Robert De Niro Defends Obama

Robert DeNiro joined Barack Obama, Caroline Kennedy and Edward M. Kennedy. (Photo: Jason Reed/Reuters)

Robert De Niro defended President Barack Obama from critics in the fall issue of Du Jour magazine.

Working as an actor his entire life means that De Niro sees everything through that lens. In describing his steadfast support for Barack Obama, he compares the president’s challenges to a filmmaker’s. “He’s a good person, period,” he says. “He’s trying his best. He’s going to do things that people feel are not right or violating one right or another. But at the end of the day, he represents, I think, the best of the type of people that I would like to see running the government. He has to play that game, the political game. They all do. They make statements they can’t honor because they’re impossible to honor. Once you get into that Washington machinery, you’ve just got to figure it out and swim against the current and grab onto this rock and that, and just try to maintain your course.”

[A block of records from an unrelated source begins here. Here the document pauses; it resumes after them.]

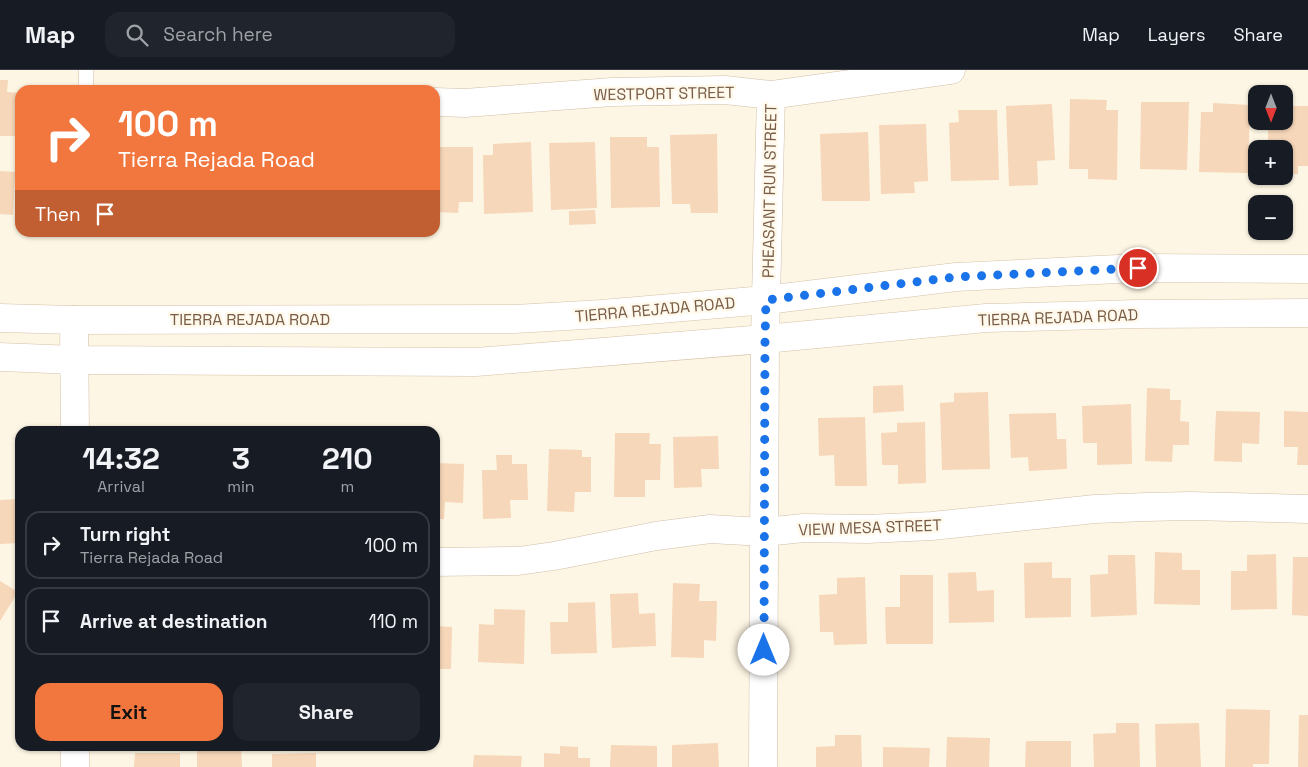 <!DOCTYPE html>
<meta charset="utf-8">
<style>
body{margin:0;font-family:"Space Grotesk",sans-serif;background:#20242c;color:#f1f3f6;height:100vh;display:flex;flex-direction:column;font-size:19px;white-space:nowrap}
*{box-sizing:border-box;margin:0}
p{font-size:16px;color:#9ea1a6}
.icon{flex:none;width:28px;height:28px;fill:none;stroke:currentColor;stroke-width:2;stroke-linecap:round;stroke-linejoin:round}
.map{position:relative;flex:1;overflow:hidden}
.drawer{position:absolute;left:15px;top:356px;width:425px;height:325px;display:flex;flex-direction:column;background:#171b24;border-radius:15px;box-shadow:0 1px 4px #0004}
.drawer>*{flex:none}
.hud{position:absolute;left:15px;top:15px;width:425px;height:152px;border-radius:15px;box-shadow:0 1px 4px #0004;background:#f2773f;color:#fff;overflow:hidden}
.needle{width:32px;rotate:180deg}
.buttons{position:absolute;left:1248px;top:15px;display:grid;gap:10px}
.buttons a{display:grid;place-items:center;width:45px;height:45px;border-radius:10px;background:#171b24;box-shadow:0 1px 4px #0004;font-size:25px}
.pin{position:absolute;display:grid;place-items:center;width:42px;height:42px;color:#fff;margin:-21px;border:2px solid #fff;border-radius:50%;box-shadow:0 1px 5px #0007}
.me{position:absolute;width:55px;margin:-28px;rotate:0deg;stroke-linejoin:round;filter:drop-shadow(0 0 4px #0008)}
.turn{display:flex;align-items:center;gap:18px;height:105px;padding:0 20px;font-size:22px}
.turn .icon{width:65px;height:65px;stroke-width:2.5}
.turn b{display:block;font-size:35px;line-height:42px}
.then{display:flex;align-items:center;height:48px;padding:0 20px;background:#0003;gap:10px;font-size:19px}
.eta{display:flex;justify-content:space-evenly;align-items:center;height:85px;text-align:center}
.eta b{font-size:30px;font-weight:700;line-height:35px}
.action{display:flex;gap:10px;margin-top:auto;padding:10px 20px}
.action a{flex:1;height:58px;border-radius:15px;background:#f2773f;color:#111;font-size:20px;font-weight:700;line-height:58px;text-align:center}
.action a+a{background:#20242c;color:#f1f3f6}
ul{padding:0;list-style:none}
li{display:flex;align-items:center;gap:15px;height:68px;margin:0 10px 8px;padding:0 10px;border:2px solid #363941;border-radius:15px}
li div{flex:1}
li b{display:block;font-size:19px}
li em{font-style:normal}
header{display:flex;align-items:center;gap:30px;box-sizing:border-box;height:70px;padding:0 25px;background:#171b24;border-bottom:1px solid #363941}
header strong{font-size:24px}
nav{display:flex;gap:28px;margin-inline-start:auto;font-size:18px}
.search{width:350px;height:45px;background:#20242c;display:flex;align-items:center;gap:12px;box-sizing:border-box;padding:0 18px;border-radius:15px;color:#9ea1a6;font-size:19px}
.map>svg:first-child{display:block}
.building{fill:#f6d7b9}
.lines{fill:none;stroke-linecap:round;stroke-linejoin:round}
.service-casing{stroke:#d1bea9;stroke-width:15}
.minor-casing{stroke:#d1bea9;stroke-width:29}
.tertiary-casing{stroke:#d1bea9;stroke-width:29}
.secondary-casing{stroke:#d6c1a9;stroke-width:29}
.service{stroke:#fff;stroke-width:14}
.minor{stroke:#fff;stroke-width:28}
.tertiary{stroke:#fff;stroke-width:28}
.secondary{stroke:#fff;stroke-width:28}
.route{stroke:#1a73e8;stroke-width:9;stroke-dasharray:0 16.2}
.labels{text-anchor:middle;stroke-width:5;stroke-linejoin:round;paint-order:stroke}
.street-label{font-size:16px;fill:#795d47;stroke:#fff9ec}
</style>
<header>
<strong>Map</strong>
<div class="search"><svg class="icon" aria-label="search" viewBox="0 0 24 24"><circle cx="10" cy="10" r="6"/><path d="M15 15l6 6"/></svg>Search here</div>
<nav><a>Map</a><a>Layers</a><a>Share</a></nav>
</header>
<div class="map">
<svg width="1308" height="697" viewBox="0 0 1308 697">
<rect width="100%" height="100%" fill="#fef6e4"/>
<path class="building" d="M0,10H8L7,22L20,23V66H0Z
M1070,29L1107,30L1106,40H1118L1117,110L1088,109V99H1069Z
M1141,32H1189L1187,100L1140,99Z
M1213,33L1250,35L1248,103L1199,102L1201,42H1213Z
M1052,34L1055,90L1037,91L1038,115L1009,116L1006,36Z
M1284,36H1308V96H1298V104H1284V79H1268V51H1284Z
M958,40H997L999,110L951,111L949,53L959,52Z
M926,54L928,111L914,112L915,123L881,124L879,55Z
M868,62L870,131H822L820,64Z
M717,64L718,143H691L690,134H672L670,65Z
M610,67H647V77H659L660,137L611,138Z
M531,72L533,142L484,144L483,85H493V74Z
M595,72L597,138L551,140L549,73Z
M435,77H473V132H459L458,143L435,142Z
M0,101L15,102L13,145L0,144Z
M595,140L596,154L569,155V141Z
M903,315L904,341L873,343V316Z
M1147,318L1170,319V330H1181L1180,351L1189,352V375H1173L1172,392L1145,391Z
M988,322L990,399L942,400L940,333L954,332V323Z
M1131,334L1132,394L1097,395V373H1083L1082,336Z
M1216,341L1260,342L1259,374L1242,373V392L1214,391Z
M1284,341L1308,342V395H1297L1298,377H1284Z
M1056,343L1057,369H1066L1067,399L1029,401L1028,387L1011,388L1009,344Z
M865,347L867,416H835L834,385L819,386L818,348Z
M925,352L926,413L898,414V395H882L881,363L897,362V353Z
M615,363H650L649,374H661L660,410H645V427H614Z
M718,366L719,399H701L702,417L674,418L673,367Z
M549,379L582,380V387H591V422H575L574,442L547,441Z
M496,385H512V394H527L528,430H510L511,448L483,449L482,400H497Z
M435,393L464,394L463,433L445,432L444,449H435Z
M20,429V473L0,474V430Z
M1155,482L1182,483V500H1200V535L1154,534Z
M1276,484L1277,539L1231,540V501H1247V485Z
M1108,485H1135L1137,545L1091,547L1090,505L1108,504Z
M1293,487H1308V546L1292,545Z
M1052,492V508H1071V547L1025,548L1024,493Z
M976,502L977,521L994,520V552L949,553L948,503Z
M900,505H933V574H886L885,537H900Z
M865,507L867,574L834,575L833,562H820L819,525L837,524V508Z
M0,511L18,522L0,551Z
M673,513L700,514L699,531H717L716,571L704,570V588L671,587Z
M638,523L639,544L655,543L656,576L612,578L610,524Z
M595,532L597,583L551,584L550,552H568V533Z
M494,539L525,540L524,594L478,592L479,554L494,555Z
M435,556L452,557L451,599H435Z
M1226,639L1270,640L1269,694H1253V697H1225Z
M1299,645H1308V697H1298Z
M1116,653H1139L1140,697H1094L1093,664L1116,663Z
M1199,653L1201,697H1156L1155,654Z
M835,665H861L862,697H816V677L835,676Z
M947,667L990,668L989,697H946Z
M1026,671H1071V697H1025Z
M718,673L719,697H672V675Z
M611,675L657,676V697H610Z
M560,676L578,677V688H590V697H544V683L560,684Z
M241,677L242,697H197V678Z
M883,677L930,678L929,697H883Z
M135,683H180V697H134Z
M316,683V697H272V684Z
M474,685L522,686L521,697H473Z"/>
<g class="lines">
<g class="service-casing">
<path id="service" d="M86,0V20"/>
</g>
<g class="minor-casing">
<path id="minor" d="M435,32L465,33L612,22L725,20L771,25L951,0
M435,492L518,491L554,486L656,466L710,459L764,462L804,458L867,459L932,456L1095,439L1146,437L1190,436L1308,439
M763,697L765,269L771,25"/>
</g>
<g class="tertiary-casing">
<path id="tertiary" d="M74,250L75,361
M75,697V676"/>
</g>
<g class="secondary-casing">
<path id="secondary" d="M0,248L74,250L515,249L602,244L766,230L956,207L1138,198L1308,199
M0,287L75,290L476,292L765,269L986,248L1138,244L1308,243"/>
</g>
<use href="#service" class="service"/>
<use href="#minor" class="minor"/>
<use href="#tertiary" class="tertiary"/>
<use href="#secondary" class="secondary"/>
</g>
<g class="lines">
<path class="route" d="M764,580L765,269L766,230L956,207L1138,198"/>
</g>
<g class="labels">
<g class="street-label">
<text transform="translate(664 23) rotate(-1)" y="6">WESTPORT STREET</text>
<text transform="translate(769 121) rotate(-89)" y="6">PHEASANT RUN STREET</text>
<text transform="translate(655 239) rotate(-5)" y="6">TIERRA REJADA ROAD</text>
<text transform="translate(1058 247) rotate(-2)" y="6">TIERRA REJADA ROAD</text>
<text x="250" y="255">TIERRA REJADA ROAD</text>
<text transform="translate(870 457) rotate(-2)" y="6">VIEW MESA STREET</text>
</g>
</g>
</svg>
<div class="buttons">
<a><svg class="needle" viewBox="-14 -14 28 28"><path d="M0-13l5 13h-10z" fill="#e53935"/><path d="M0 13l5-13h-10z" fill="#9ea1a6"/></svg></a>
<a>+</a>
<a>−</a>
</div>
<div class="pin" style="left:1138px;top:198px;background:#d93025"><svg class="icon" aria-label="arrive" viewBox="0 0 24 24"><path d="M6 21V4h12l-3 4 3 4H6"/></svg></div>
<svg class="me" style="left:764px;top:580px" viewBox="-20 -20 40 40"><circle r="19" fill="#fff"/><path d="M0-13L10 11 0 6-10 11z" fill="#1a73e8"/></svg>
<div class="hud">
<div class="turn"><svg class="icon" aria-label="right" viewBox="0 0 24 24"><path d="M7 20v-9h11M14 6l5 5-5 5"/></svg><div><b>100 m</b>Tierra Rejada Road</div></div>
<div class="then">Then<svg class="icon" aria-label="arrive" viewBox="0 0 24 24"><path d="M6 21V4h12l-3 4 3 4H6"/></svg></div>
</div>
<section class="drawer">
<div class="eta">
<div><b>14:32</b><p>Arrival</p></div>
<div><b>3</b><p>min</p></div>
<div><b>210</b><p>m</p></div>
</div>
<ul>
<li><svg class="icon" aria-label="right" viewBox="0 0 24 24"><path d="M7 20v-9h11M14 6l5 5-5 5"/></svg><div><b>Turn right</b><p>Tierra Rejada Road</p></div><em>100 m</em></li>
<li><svg class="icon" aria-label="arrive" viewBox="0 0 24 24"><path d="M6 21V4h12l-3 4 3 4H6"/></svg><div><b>Arrive at destination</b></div><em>110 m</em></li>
</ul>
<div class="action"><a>Exit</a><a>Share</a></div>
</section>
</div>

“You know, it’s one thing to be a critic,” he continues. “It’s another thing to be directly involved. It’s like directing a movie and you edit the film and then someone will give you a suggestion: ‘You could do this, you could do that.’ You look and you say, ‘Yeah, but the reason I can’t do that is because I don’t have that shot, and if I use this shot that’s better here, it impacts on this one and it’s a story point.’ In other words, it can’t be done. You have to make these choices with the government, and you’re going to be criticized. If you took the time to explain it all to the public, they’d say, ‘OK, I get it.’ Can you explain to everybody? No. You just have to say, ‘I made this choice because I felt it was the right choice.’”

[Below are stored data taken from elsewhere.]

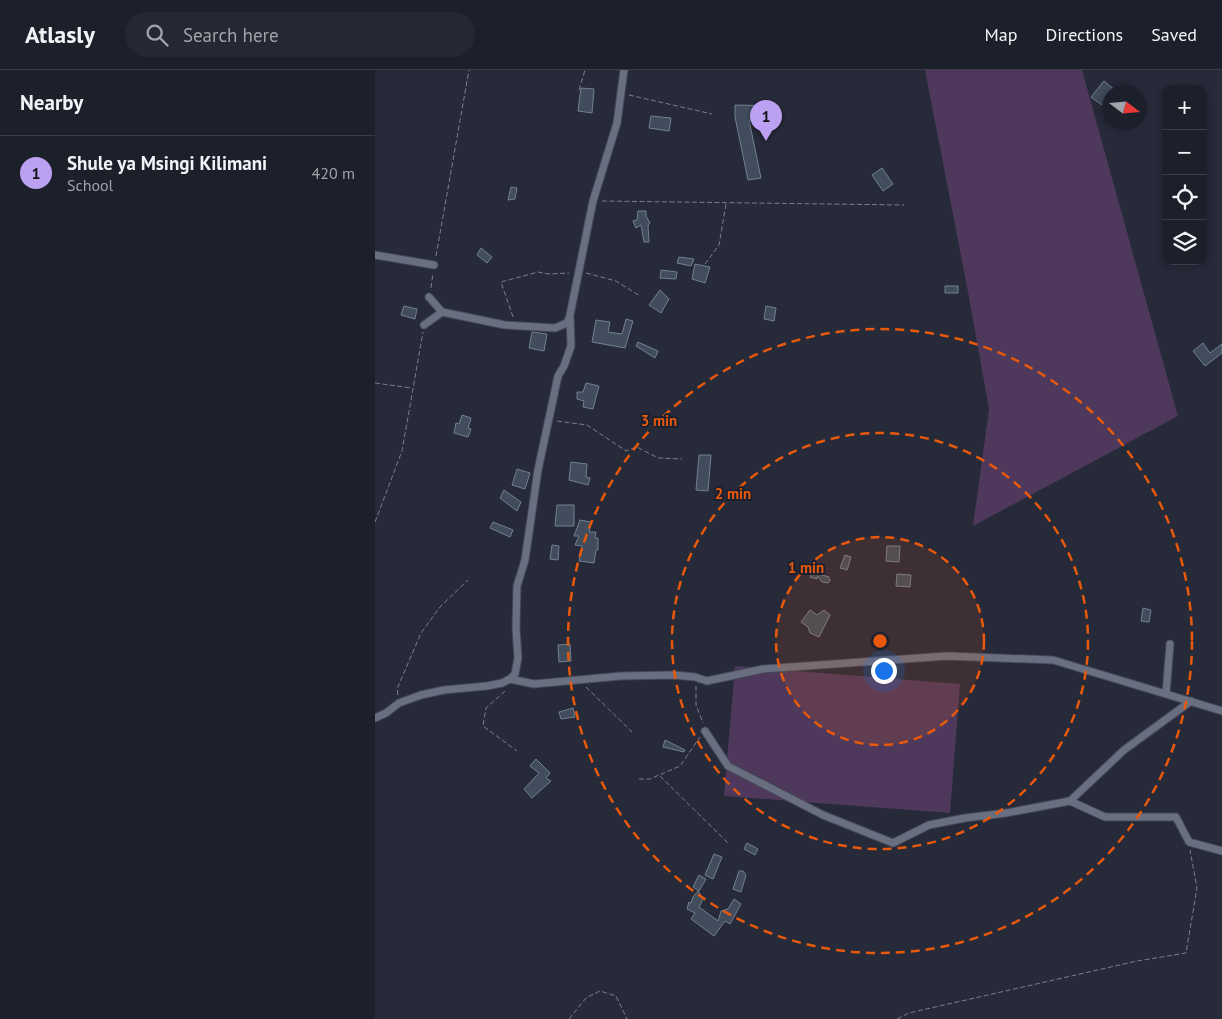 <!DOCTYPE html>
<html lang="en">
<head>
<meta charset="utf-8">
<style>
  :root { --surface:#1c202b; --page:#252833; --text:#f1f3f6; --muted:#a0a3a9; --line:#3a3e47; --accent:#bca0f2 }
  body { margin:0; font-family:"PT Sans",sans-serif; background:var(--page); color:var(--text) }
  .controls { position:absolute; right:15px; top:15px; display:grid; overflow:hidden; border-radius:10px; box-shadow:0 2px 8px #0003 }
  .controls button { width:45px; height:45px; display:grid; place-items:center; padding:0; border:0; border-bottom:1px solid var(--line); background:var(--surface); color:var(--text); font:25px sans-serif }
  .compass { position:absolute; left:727px; top:15px; width:45px; height:45px; border-radius:50%; background:var(--surface); box-shadow:0 2px 8px #0003; rotate:106deg }
  .you { position:absolute; left:508px; top:600px; width:18px; height:18px; margin:-12px; border:4px solid #fff; border-radius:50%; background:#1a73e8; box-shadow:0 0 0 8px #1a73e833 }
  .badge { display:grid; place-items:center; width:32px; height:32px; border-radius:50%; background:var(--accent); color:#111; font-size:16px; font-weight:700 }
  .pin { position:absolute; translate:-50% -41px; filter:drop-shadow(0 1px 2px #0008) }
  .pin::after { content:''; position:absolute; top:26px; width:18px; height:15px; background:inherit; clip-path:polygon(0 0,100% 0,50% 100%) }
  .list { margin:0; padding:0; list-style:none }
  h2 { display:flex; justify-content:space-between; align-items:center; height:65px; margin:0; padding:0 20px; font-size:21px }
  h2 small { font-size:16px; font-weight:400; color:var(--muted) }
  .list li { display:grid; grid-template-columns:32px 1fr auto; gap:15px; align-items:center; box-sizing:border-box; height:75px; padding:0 20px; border-top:1px solid var(--line) }
  .list b { display:block; font-size:19px; white-space:nowrap }
  .list p { margin:0; font-size:16px; white-space:nowrap; color:var(--muted) }
  .list em { font-size:16px; font-style:normal; color:var(--muted) }
  .icon { flex:none; width:28px; height:28px; fill:none; stroke:currentColor; stroke-width:2; stroke-linecap:round; stroke-linejoin:round }
  .map { position:relative; flex:none; width:847px; height:949px; overflow:hidden }
  header { display:flex; align-items:center; gap:30px; box-sizing:border-box; height:70px; padding:0 25px; background:var(--surface); border-bottom:1px solid var(--line) }
  header strong { font-size:24px }
  nav { display:flex; gap:28px; margin-inline-start:auto; font-size:18px }
  .search { width:350px; height:45px; background:var(--page); display:flex; align-items:center; gap:12px; box-sizing:border-box; padding:0 18px; border-radius:28px; color:var(--muted); font-size:19px }
  main { display:flex }
  aside { flex:1; background:var(--surface) }
  .map>svg:first-child { display:block }
  .green { fill:#4e395c }
  .building { fill:#414d5c; stroke:#728090 }
  .lines { fill:none; stroke-linecap:round; stroke-linejoin:round }
  .minor-casing { stroke:#454855; stroke-width:9 }
  .path { stroke:#7b7f8c; stroke-width:1; stroke-dasharray:5 2.5; stroke-linecap:butt }
  .minor { stroke:#696f81; stroke-width:7 }
  .ring { fill:none; stroke:#e8590c; stroke-width:2.5; stroke-dasharray:9 6 }
  .centre { fill:#e8590c; stroke:#1c202f; stroke-width:2.5 }
  .ring-label { font-size:15px; text-anchor:middle; font-weight:bold; fill:#e8590c; stroke:#1c202f; stroke-width:4; stroke-linejoin:round; paint-order:stroke }
</style>
</head>
<body>
<header>
<strong>Atlasly</strong>
<div class="search"><svg class="icon" aria-label="search" viewBox="0 0 24 24"><circle cx="10" cy="10" r="6"/><path d="M15 15l6 6"/></svg>Search here</div>
<nav><a>Map</a><a>Directions</a><a>Saved</a></nav>
</header>
<main>
<aside>
<h2>Nearby<small></small></h2>
<ul class="list">
<li><span class="badge">1</span><div><b>Shule ya Msingi Kilimani</b><p>School</p></div><em>420 m</em></li>
</ul>
</aside>
<div class="map">
<svg width="847" height="949" viewBox="0 0 847 949">
  <rect width="100%" height="100%" fill="#262a39"/>
  <path class="green" d="M550,0h157l96,346 -205,110 16,-117 -21,-117z
    M360,596l225,18 -10,129 -226,-17z"/>
  <path class="building" d="M729,11l11,9 -3,2h-3v4l-7,9 -11,-8z
    M206,18l13,1 -2,24 -14,-2z
    M360,35l44,1 -1,14h-29l12,58 -13,2 -13,-63z
    M276,46l20,2 -2,13 -20,-3z
    M507,98l11,16 -10,7 -11,-16z
    M136,117l6,1 -2,11 -7,1z
    M263,141h8v5l4,7 -2,2 1,17h-5l-3,-17 -5,3 -3,-7 4,-1z
    M106,178l11,9 -5,6 -10,-8z
    M304,187l15,2 -3,7 -14,-3z
    M320,194l15,3 -5,16 -13,-4z
    M286,200l16,2 -1,7 -16,-1z
    M570,216h13v7h-13z
    M285,220l9,9 -8,14 -12,-8z
    M29,236l13,3 -2,10 -14,-4z
    M391,236l10,2 -2,13 -10,-2z
    M251,249l7,2 -8,27 -33,-6 4,-22 14,2 -2,10 14,2z
    M157,262l15,2 -3,17 -15,-3z
    M263,272l20,9 -3,7 -19,-12z
    M828,273l7,10 12,-9v9l-17,13 -12,-15z
    M211,313l13,3 -6,23 -10,-2 1,-6 -7,-2v-7h6z
    M87,345l9,3 -3,10 3,1 -3,8 -14,-4 2,-10 3,1z
    M324,385h12l-3,36 -12,-1z
    M196,392l16,2 -1,13 4,1 -2,7 -19,-5z
    M142,399l13,4 -5,16 -13,-4z
    M129,420l17,12 -4,9 -17,-13z
    M182,435h17v21h-19z
    M205,450l11,2 -2,10h7l-1,6h3v12h-2l-2,13 -15,-2 3,-15 -7,-1 4,-9h-5z
    M118,452l20,8 -3,7 -20,-9z
    M177,475l7,1 -1,14 -8,-1z
    M512,476h13l-1,16 -13,-1z
    M470,485l6,2 -4,13 -7,-2z
    M440,492l7,3 -3,9 10,3 1,4 -2,2 -6,-1 -4,-6 -1,3 -7,-2z
    M522,504l14,1 -1,12 -14,-1z
    M768,538l8,2 -2,12 -8,-1z
    M435,540l7,5 7,-5 6,5 -11,22 -9,-4 -2,-6 -7,-5z
    M195,574l1,17 -12,1 -1,-17z
    M198,638l2,9 -14,2 -2,-7z
    M290,670l20,10 -1,2 -21,-5z
    M161,689l14,14 -4,5 5,3 -19,17 -8,-9 15,-16 -9,-7z
    M372,773l11,6 -3,6 -11,-6z
    M339,784l8,3 -9,22 -8,-4z
    M364,801h4l3,4 -5,17 -8,-3z
    M324,805l7,4 -7,12 -6,-4z
    M323,821l5,8 -4,8 19,14 3,-10 7,-2 6,-10 7,5 -11,20 -5,-3 -11,15 -23,-17 4,-6 -8,-4 2,-7 2,1 2,-6z"/>
  <g class="lines">
    <defs>
      <path id="minor" d="M0,185l59,10
        M54,227l13,15 63,13 50,3 12,-5 3,-7
        M49,255l18,-13
        M135,609l24,5 87,-8 53,-1 21,2 12,4 56,-12 184,-13 106,4 169,51
        M791,624l4,-50
        M0,648l11,-5 13,-10 22,-8 23,-5 43,-4 15,-3 8,-4 5,-5 3,-16 -2,-30 1,-42 8,-26 13,-90 13,-61 7,-33 6,-10 7,-20 -1,-31 23,-114 24,-78 7,-53
        M330,661l23,35 95,49 70,28 36,-18 36,-7 41,-5 64,-12 35,16h71l13,25 33,9
        M695,731l54,-51 67,-49"/>
    </defs>
    <use href="#minor" class="minor-casing"/>
    <path class="path" d="M204,20l6,-20
      M254,25l83,19
      M227,131l302,4
      M61,186l33,-186
      M330,194l14,-19 7,-41
      M211,203l30,8 24,15
      M56,218l2,-15
      M138,247l-12,-35 37,-10 11,2 20,-1
      M0,313l37,5
      M182,351l30,4 39,26 11,-4 21,11 24,1
      M0,452l27,-71 21,-119
      M321,616v19l7,18
      M211,617l46,45
      M130,621l-19,17 -3,18 34,25
      M23,625l-1,-6 24,-56 19,-26 28,-27
      M285,706l69,68
      M264,709h11l30,-13 20,-29
      M194,949l17,-21 14,-7 16,5 11,23
      M522,949l12,-6 228,-52 49,-8 11,-65 -7,-38"/>
    <use href="#minor" class="minor"/>
  </g>
  <circle cx="505" cy="571" r="104" fill="#e8590c" fill-opacity=".12"/>
  <g class="ring">
    <circle cx="505" cy="571" r="104"/>
    <circle cx="505" cy="571" r="208"/>
    <circle cx="505" cy="571" r="312"/>
  </g>
  <circle cx="505" cy="571" r="8" class="centre"/>
  <g class="ring-label">
    <text x="284" y="356">3 min</text>
    <text x="358" y="429">2 min</text>
    <text x="431" y="503">1 min</text>
  </g>
</svg>
<div class="controls">
<button>+</button>
<button>−</button>
<button><svg class="icon" aria-label="locate" viewBox="0 0 24 24"><circle cx="12" cy="12" r="6"/><path d="M12 2v4M12 18v4M2 12h4M18 12h4"/></svg></button>
<button><svg class="icon" aria-label="layers" viewBox="0 0 24 24"><path d="M12 4l9 5-9 5-9-5zM3 14l9 5 9-5"/></svg></button>
</div>
<svg class="compass" viewBox="-18 -18 36 36"><path d="M0-13l5 13h-10z" fill="#e53935"/><path d="M0 13l5-13h-10z" fill="#a0a3a9"/></svg>
<div class="you"></div>
<div class="pin badge" style="left:391px;top:71px">1</div>
</div>
</main>
</body>
</html>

De Niro has publicly supported the President in the past and endorsed him with Sen. Ted Kennedy and Caroline Kennedy in 2007. In 2012, during a reelection fundraiser for Obama that featured First Lady Michelle Obama, the actor told a room full of donors “Callista Gingrich. Karen Santorum. Ann Romney,” De Niro said. “Now do you really think our country is ready for a white first lady?” Republicans were none too pleased with the joke and De Niro later apologized.